─── Data for analysis
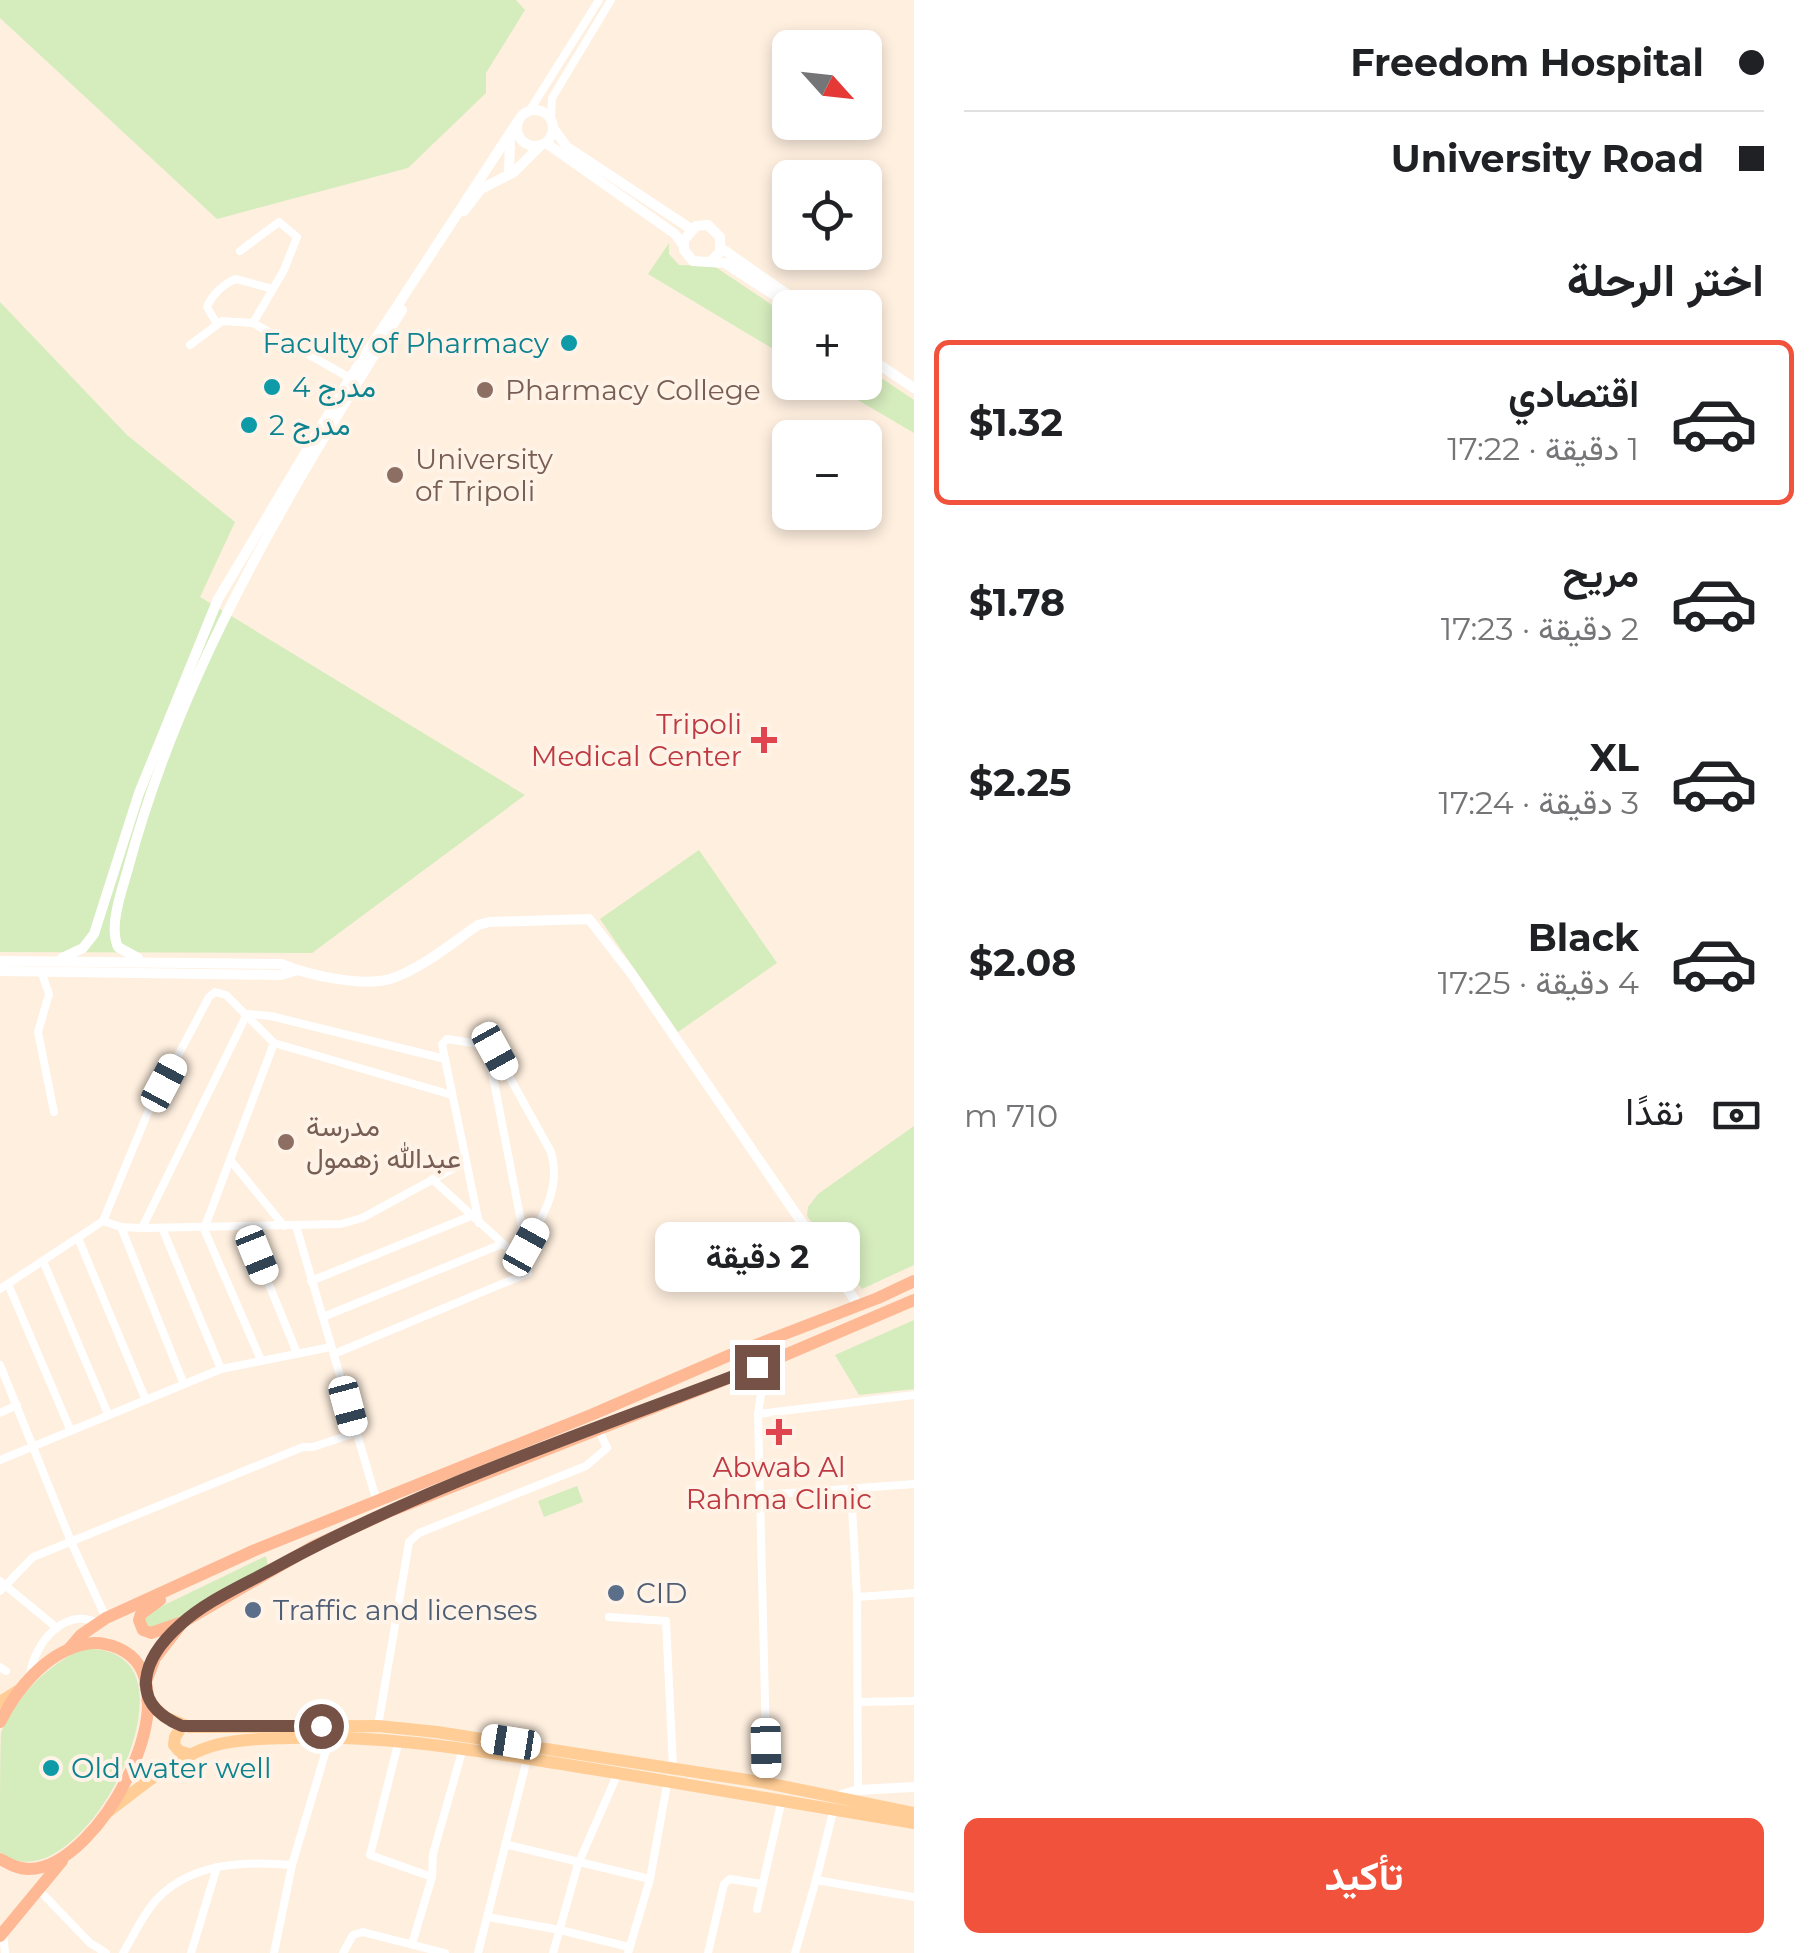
<!DOCTYPE html>
<html lang="ar">
<head>
<meta charset="utf-8">
<style>
  :root { --surface:#fff; --page:#f6f6f6; --text:#202124; --muted:#757577; --line:#e0e0e0; --accent:#f0523c }
  body { margin:0; font-family:Montserrat,Vazirmatn,sans-serif; background:var(--page); color:var(--text); direction:rtl; height:100vh; display:flex; flex-direction:column; font-size:38px; white-space:nowrap }
  * { box-sizing:border-box; margin:0 }
  p { font-size:32px; color:var(--muted) }
  .icon { flex:none; width:55px; height:55px; fill:none; stroke:currentColor; stroke-width:2; stroke-linecap:round; stroke-linejoin:round }
  .map { position:relative; flex:1; overflow:hidden; direction:ltr }
  .details { display:flex; flex-direction:column; background:var(--surface); width:900px }
  .details>* { flex:none }
  .top-card { display:grid; align-content:center; height:220px; padding:0 50px; background:var(--surface) }
  .needle { width:65px; rotate:117deg }
  .buttons { position:absolute; left:772px; top:30px; display:grid; gap:20px }
  .buttons a { display:grid; place-items:center; width:110px; height:110px; border-radius:15px; background:var(--surface); box-shadow:0 5px 15px #0003; font-size:50px }
  .end { position:absolute; width:45px; height:45px; margin:-22px; border:12px solid #765246; background:#fff; box-shadow:0 0 0 5px #fff }
  .from { border-radius:50% }
  .bubble { position:absolute; height:70px; border-radius:15px; background:var(--surface); box-shadow:0 5px 15px #0003; font-size:32px; font-weight:700; line-height:70px; text-align:center; direction:rtl }
  .car { position:absolute; width:30px; height:60px; margin:-30px -15px; border-radius:12px; box-shadow:0 0 8px 2px #0007; background:linear-gradient(#fff 24%,#345 0 40%,#fff 0 76%,#345 0 86%,#fff 0) }
  .top-card b { display:flex; align-items:center; gap:35px; height:95px; font-size:38px }
  .top-card b+b { border-top:2px solid var(--line) }
  .top-card i { width:25px; height:25px; background:var(--text) }
  ul { padding:0; list-style:none }
  li { display:flex; align-items:center; gap:30px; height:165px; margin:0 20px 15px; padding:0 30px; border:5px solid transparent; border-radius:15px }
  li div { flex:1 }
  li b { display:block; font-size:38px }
  li em { font-style:normal; font-weight:700 }
  li.selected { border-color:var(--accent) }
  li>.icon { width:90px; height:90px; stroke-width:1.5 }
  h2 { padding:0 50px; font-size:45px; line-height:120px }
  .pay { display:flex; align-items:center; gap:25px; height:110px; padding:0 50px; font-size:38px }
  .pay p { margin-inline-start:auto }
  .cta { display:flex; gap:20px; margin-top:auto; padding:20px 50px }
  .cta a { flex:1; height:115px; border-radius:15px; background:var(--accent); color:#fff; font-size:40px; font-weight:700; line-height:115px; text-align:center }
  main { display:flex; flex:1; min-height:0 }
  .map>svg:first-child { display:block }
  .green { fill:#d5ecbd }
  .lines { fill:none; stroke-linecap:round; stroke-linejoin:round }
  .minor { stroke:#fff; stroke-width:8 }
  .tertiary { stroke:#fff; stroke-width:10 }
  .primary { stroke:#ffcd95; stroke-width:12 }
  .trunk { stroke:#feb894; stroke-width:12 }
  .route { stroke:#765246; stroke-width:12 }
  .culture-dot { fill:#0f9aa8; stroke:#fff3e7; stroke-width:4 }
  .education-dot { fill:#8d6e63; stroke:#fff3e7; stroke-width:4 }
  .health-dot { fill:#e0444e; stroke:#fff3e7; stroke-width:4 }
  .service-dot { fill:#5c6f8a; stroke:#fff3e7; stroke-width:4 }
  .labels { text-anchor:middle; stroke-width:8; stroke-linejoin:round; paint-order:stroke }
  .culture-label { font-size:28px; fill:#0d838f; stroke:#fff3e7; text-anchor:start }
  .education-label { font-size:28px; fill:#785e54; stroke:#fff3e7; text-anchor:start }
  .health-label { font-size:28px; fill:#be3a42; stroke:#fff3e7; text-anchor:end }
  .service-label { font-size:28px; fill:#4e5e75; stroke:#fff3e7; text-anchor:start }
</style>
</head>
<body>
<main>
<section class="details">
<div class="top-card">
<b><i class="from"></i>Freedom Hospital</b>
<b><i></i>University Road</b>
</div>
<h2>اختر الرحلة</h2>
<ul>
<li class="selected"><svg class="icon" aria-label="car" viewBox="0 0 24 24"><path d="M5 17H2v-5l4-1 3-4h7l3 4 3 1v5h-3M9 17h6M6 11h13"/><circle cx="7" cy="17" r="2"/><circle cx="17" cy="17" r="2"/></svg><div><b>اقتصادي</b><p>1 دقيقة · 17:22</p></div><em>$1.32</em></li>
<li><svg class="icon" aria-label="car" viewBox="0 0 24 24"><path d="M5 17H2v-5l4-1 3-4h7l3 4 3 1v5h-3M9 17h6M6 11h13"/><circle cx="7" cy="17" r="2"/><circle cx="17" cy="17" r="2"/></svg><div><b>مريح</b><p>2 دقيقة · 17:23</p></div><em>$1.78</em></li>
<li><svg class="icon" aria-label="car" viewBox="0 0 24 24"><path d="M5 17H2v-5l4-1 3-4h7l3 4 3 1v5h-3M9 17h6M6 11h13"/><circle cx="7" cy="17" r="2"/><circle cx="17" cy="17" r="2"/></svg><div><b>XL</b><p>3 دقيقة · 17:24</p></div><em>$2.25</em></li>
<li><svg class="icon" aria-label="car" viewBox="0 0 24 24"><path d="M5 17H2v-5l4-1 3-4h7l3 4 3 1v5h-3M9 17h6M6 11h13"/><circle cx="7" cy="17" r="2"/><circle cx="17" cy="17" r="2"/></svg><div><b>Black</b><p>4 دقيقة · 17:25</p></div><em>$2.08</em></li>
</ul>
<div class="pay"><svg class="icon" aria-label="cash" viewBox="0 0 24 24"><path d="M3 7h18v10H3z"/><circle cx="12" cy="12" r="2"/></svg>نقدًا<p>710 m</p></div>
<div class="cta"><a>تأكيد</a></div>
</section>
<div class="map">
<svg width="914" height="1953" viewBox="0 0 914 1953">
  <rect width="100%" height="100%" fill="#feefdf"/>
  <g class="green">
    <polygon points="0,0 516,0 525,10 486,73 486,93 408,168 217,219 0,18"/>
    <polygon points="669,243 669,254 679,265 714,266 790,317 790,359 648,274"/>
    <polygon points="0,302 127,435 235,522 200,597 525,795 312,953 0,952"/>
    <polygon points="865,367 914,400 914,433 829,383 865,382"/>
    <polygon points="699,850 777,963 678,1032 600,919"/>
    <polygon points="914,1126 914,1265 862,1289 807,1216 808,1207 818,1194"/>
    <polygon points="914,1320 914,1389 859,1395 835,1355"/>
    <polygon points="577,1486 583,1502 544,1517 538,1501"/>
    <polygon points="266,1556 268,1566 181,1618 150,1631 143,1621 152,1611"/>
    <path d="M 82,1649 C 98,1649 111,1649 125,1661 C 180,1708 69,1908 0,1852 C 0,1827 0,1752 1,1733 C 14,1698 48,1665 82,1649 Z"/>
  </g>
  <g class="lines">
    <g class="minor">
      <polyline points="530,110 599,0"/>
      <polyline points="551,119 552,98 611,0"/>
      <polyline points="240,251 279,222 297,237 284,270 253,323"/>
      <path d="M 217,324 L 207,307 C 211,296 224,283 236,279 L 273,289"/>
      <polyline points="190,345 222,321 253,323 350,378"/>
      <polyline points="41,971 49,994 38,1032 54,1112"/>
      <polyline points="487,1046 526,1247"/>
      <polyline points="231,1161 284,1226"/>
      <polyline points="103,1221 121,1227 142,1228 341,1224 362,1218 465,1162"/>
      <path d="M 479,1223 L 445,1059 L 442,1044 L 447,1039 L 486,1045 L 495,1051 L 551,1152 C 563,1192 537,1224 520,1259"/>
      <polyline points="245,1226 297,1353"/>
      <polyline points="296,1226 377,1502"/>
      <polyline points="121,1227 183,1382"/>
      <polyline points="142,1228 247,1014 271,1016 445,1059"/>
      <polyline points="162,1228 221,1369"/>
      <polyline points="78,1238 145,1398"/>
      <polyline points="43,1261 108,1414"/>
      <polyline points="311,1281 471,1216"/>
      <polyline points="8,1284 70,1429"/>
      <polyline points="0,1289 103,1221 148,1112 209,997 215,992 226,995 274,1043 452,1095"/>
      <polyline points="323,1317 502,1244"/>
      <polyline points="334,1354 528,1273 520,1259 432,1179"/>
      <polyline points="261,1360 204,1229 274,1043"/>
      <polyline points="0,1365 72,1544 106,1618"/>
      <polyline points="757,1367 761,1394 758,1414 767,1783"/>
      <polyline points="0,1413 17,1405"/>
      <polyline points="758,1414 914,1395"/>
      <polyline points="0,1460 221,1369 331,1347"/>
      <polyline points="851,1489 857,1597 858,1790"/>
      <polyline points="761,1495 914,1484"/>
      <polyline points="0,1581 57,1628"/>
      <polyline points="0,1591 33,1557 303,1447 313,1447 355,1433"/>
      <polyline points="857,1597 914,1593"/>
      <polyline points="609,1617 666,1621 673,1768"/>
      <polyline points="0,1667 6,1671"/>
      <path d="M 30,1675 C 34,1644 64,1606 98,1623"/>
      <polyline points="858,1702 914,1701"/>
      <polyline points="378,1726 409,1542 419,1533 586,1466 607,1448 598,1428"/>
      <polyline points="399,1740 370,1855 432,1877"/>
      <polyline points="834,1808 816,1880 914,1897"/>
      <polyline points="508,1845 650,1879"/>
      <polyline points="38,1889 90,1943 106,1953"/>
      <polyline points="757,1909 782,1799"/>
      <polyline points="488,1917 560,1930 629,1947"/>
      <polyline points="3,1932 5,1953"/>
      <polyline points="412,1944 432,1877 433,1854 463,1748"/>
      <path d="M 123,1953 C 134,1935 143,1914 157,1899 C 192,1862 246,1861 292,1865"/>
      <polyline points="191,1953 217,1867"/>
      <polyline points="274,1953 292,1865 330,1737"/>
      <polyline points="343,1953 353,1935 363,1932 445,1953"/>
      <polyline points="478,1953 527,1759"/>
      <polyline points="553,1953 578,1864 618,1773"/>
      <polyline points="628,1953 650,1879 668,1779"/>
      <polyline points="708,1953 724,1884 730,1879 762,1884"/>
      <polyline points="795,1953 816,1880"/>
    </g>
    <g class="tertiary">
      <circle cx="535" cy="128" r="18"/>
      <polyline points="553,128 567,147 691,229"/>
      <polyline points="546,143 675,234 684,246"/>
      <polyline points="509,175 510,136"/>
      <polyline points="464,211 481,189 514,172 541,145"/>
      <polyline points="721,248 807,308"/>
      <polyline points="710,262 720,252 720,237 708,225 696,226 684,240 684,250 693,261 725,263 794,308"/>
      <polyline points="865,355 914,388"/>
      <polyline points="62,958 83,948 94,934 139,793 218,599 350,378 518,121"/>
      <path d="M 138,958 L 118,947 C 108,925 123,888 129,865 C 183,664 293,486 402,310"/>
      <path d="M 0,961 L 281,964 C 308,975 361,987 390,979 C 421,969 451,944 478,925 L 489,922 L 589,919 L 631,973 L 859,1306"/>
      <polyline points="0,971 281,975 295,971"/>
      <polyline points="839,1796 858,1790 914,1787"/>
    </g>
    <g class="primary">
      <polyline points="147,1700 165,1717 189,1727 378,1726 437,1732 767,1783 914,1813"/>
      <polyline points="0,1702 19,1690"/>
      <polyline points="182,1726 175,1737 174,1745 179,1751 191,1755"/>
      <path d="M 109,1811 C 141,1787 173,1758 212,1746 C 236,1739 263,1739 288,1738 C 370,1735 449,1746 530,1759 C 658,1779 786,1802 914,1823"/>
    </g>
    <g class="trunk">
      <polyline points="160,1600 141,1614 139,1620 143,1630 151,1633 180,1623"/>
      <polyline points="69,1649 81,1635 106,1618 255,1550 591,1415 730,1355 878,1298 914,1281"/>
      <polyline points="145,1684 155,1658 183,1622 314,1546 388,1512 757,1367 914,1300"/>
      <path d="M 0,1722 C 16,1690 44,1655 81,1645 C 94,1641 106,1643 118,1648 C 198,1682 101,1869 29,1869 C 18,1869 9,1864 0,1859"/>
      <polyline points="0,1936 62,1861"/>
    </g>
  </g>
  <g class="lines">
    <path class="route" d="M 321,1726 L 182,1726 C 126,1703 143,1658 180,1625 C 207,1600 246,1584 278,1566 C 429,1484 596,1429 757,1367"/>
  </g>
  <g class="culture-dot">
    <circle cx="569" cy="343" r="10"/>
    <circle cx="272" cy="387" r="10"/>
    <circle cx="249" cy="425" r="10"/>
    <circle cx="51" cy="1768" r="10"/>
  </g>
  <g class="education-dot">
    <circle cx="485" cy="390" r="10"/>
    <circle cx="395" cy="475" r="10"/>
    <circle cx="286" cy="1142" r="10"/>
  </g>
  <g class="health-dot">
    <path d="M759 725h10v10h10v10h-10v10h-10v-10h-10v-10h10z"/>
    <path d="M774 1417h10v10h10v10h-10v10h-10v-10h-10v-10h10z"/>
  </g>
  <g class="service-dot">
    <circle cx="616" cy="1593" r="10"/>
    <circle cx="253" cy="1610" r="10"/>
  </g>
  <g class="labels">
    <g class="culture-label">
      <text x="549" y="353" text-anchor="end">Faculty of Pharmacy</text>
      <text x="292" y="397">مدرج 4</text>
      <text x="269" y="435">مدرج 2</text>
      <text x="71" y="1778">Old water well</text>
    </g>
    <g class="education-label">
      <text x="505" y="400">Pharmacy College</text>
      <text x="415" y="469">University<tspan x="415" dy="32">of Tripoli</tspan></text>
      <text x="306" y="1136">مدرسة<tspan x="306" dy="32">عبدالله زهمول</tspan></text>
    </g>
    <g class="health-label">
      <text x="742" y="734">Tripoli<tspan x="742" dy="32">Medical Center</tspan></text>
      <text x="779" y="1477" text-anchor="middle">Abwab Al<tspan x="779" dy="32">Rahma Clinic</tspan></text>
    </g>
    <g class="service-label">
      <text x="636" y="1603">CID</text>
      <text x="273" y="1620">Traffic and licenses</text>
    </g>
  </g>
</svg>
<div class="buttons">
<a><svg class="needle" viewBox="-14 -14 28 28"><path d="M0-13l5 13h-10z" fill="#e53935"/><path d="M0 13l5-13h-10z" fill="#757577"/></svg></a>
<a><svg class="icon" aria-label="locate" viewBox="0 0 24 24"><circle cx="12" cy="12" r="6"/><path d="M12 2v4M12 18v4M2 12h4M18 12h4"/></svg></a>
<a>+</a>
<a>−</a>
</div>
<i class="end from" style="left:321px;top:1726px"></i>
<i class="end" style="left:757px;top:1367px"></i>
<div class="bubble" style="left:655px;top:1222px;width:205px">2 دقيقة</div>
<i class="car" style="left:495px;top:1051px;rotate:151deg"></i>
<i class="car" style="left:164px;top:1083px;rotate:28deg"></i>
<i class="car" style="left:526px;top:1247px;rotate:29deg"></i>
<i class="car" style="left:257px;top:1255px;rotate:158deg"></i>
<i class="car" style="left:348px;top:1406px;rotate:165deg"></i>
<i class="car" style="left:511px;top:1742px;rotate:279deg"></i>
<i class="car" style="left:766px;top:1748px;rotate:179deg"></i>
</div>
</main>
</body>
</html>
──────
### Instructions to follow
Each line from the start of the entries through the line with "display:flex; align-items:center; gap:30px;" is to be restated exactly, and the pictures are to be skipped.

### Reply
<!DOCTYPE html>
<html lang="ar">
<head>
<meta charset="utf-8">
<style>
  :root { --surface:#fff; --page:#f6f6f6; --text:#202124; --muted:#757577; --line:#e0e0e0; --accent:#f0523c }
  body { margin:0; font-family:Montserrat,Vazirmatn,sans-serif; background:var(--page); color:var(--text); direction:rtl; height:100vh; display:flex; flex-direction:column; font-size:38px; white-space:nowrap }
  * { box-sizing:border-box; margin:0 }
  p { font-size:32px; color:var(--muted) }
  .icon { flex:none; width:55px; height:55px; fill:none; stroke:currentColor; stroke-width:2; stroke-linecap:round; stroke-linejoin:round }
  .map { position:relative; flex:1; overflow:hidden; direction:ltr }
  .details { display:flex; flex-direction:column; background:var(--surface); width:900px }
  .details>* { flex:none }
  .top-card { display:grid; align-content:center; height:220px; padding:0 50px; background:var(--surface) }
  .needle { width:65px; rotate:117deg }
  .buttons { position:absolute; left:772px; top:30px; display:grid; gap:20px }
  .buttons a { display:grid; place-items:center; width:110px; height:110px; border-radius:15px; background:var(--surface); box-shadow:0 5px 15px #0003; font-size:50px }
  .end { position:absolute; width:45px; height:45px; margin:-22px; border:12px solid #765246; background:#fff; box-shadow:0 0 0 5px #fff }
  .from { border-radius:50% }
  .bubble { position:absolute; height:70px; border-radius:15px; background:var(--surface); box-shadow:0 5px 15px #0003; font-size:32px; font-weight:700; line-height:70px; text-align:center; direction:rtl }
  .car { position:absolute; width:30px; height:60px; margin:-30px -15px; border-radius:12px; box-shadow:0 0 8px 2px #0007; background:linear-gradient(#fff 24%,#345 0 40%,#fff 0 76%,#345 0 86%,#fff 0) }
  .top-card b { display:flex; align-items:center; gap:35px; height:95px; font-size:38px }
  .top-card b+b { border-top:2px solid var(--line) }
  .top-card i { width:25px; height:25px; background:var(--text) }
  ul { padding:0; list-style:none }
  li { display:flex; align-items:center; gap:30px; height:165px; margin:0 20px 15px; padding:0 30px; border:5px solid transparent; border-radius:15px }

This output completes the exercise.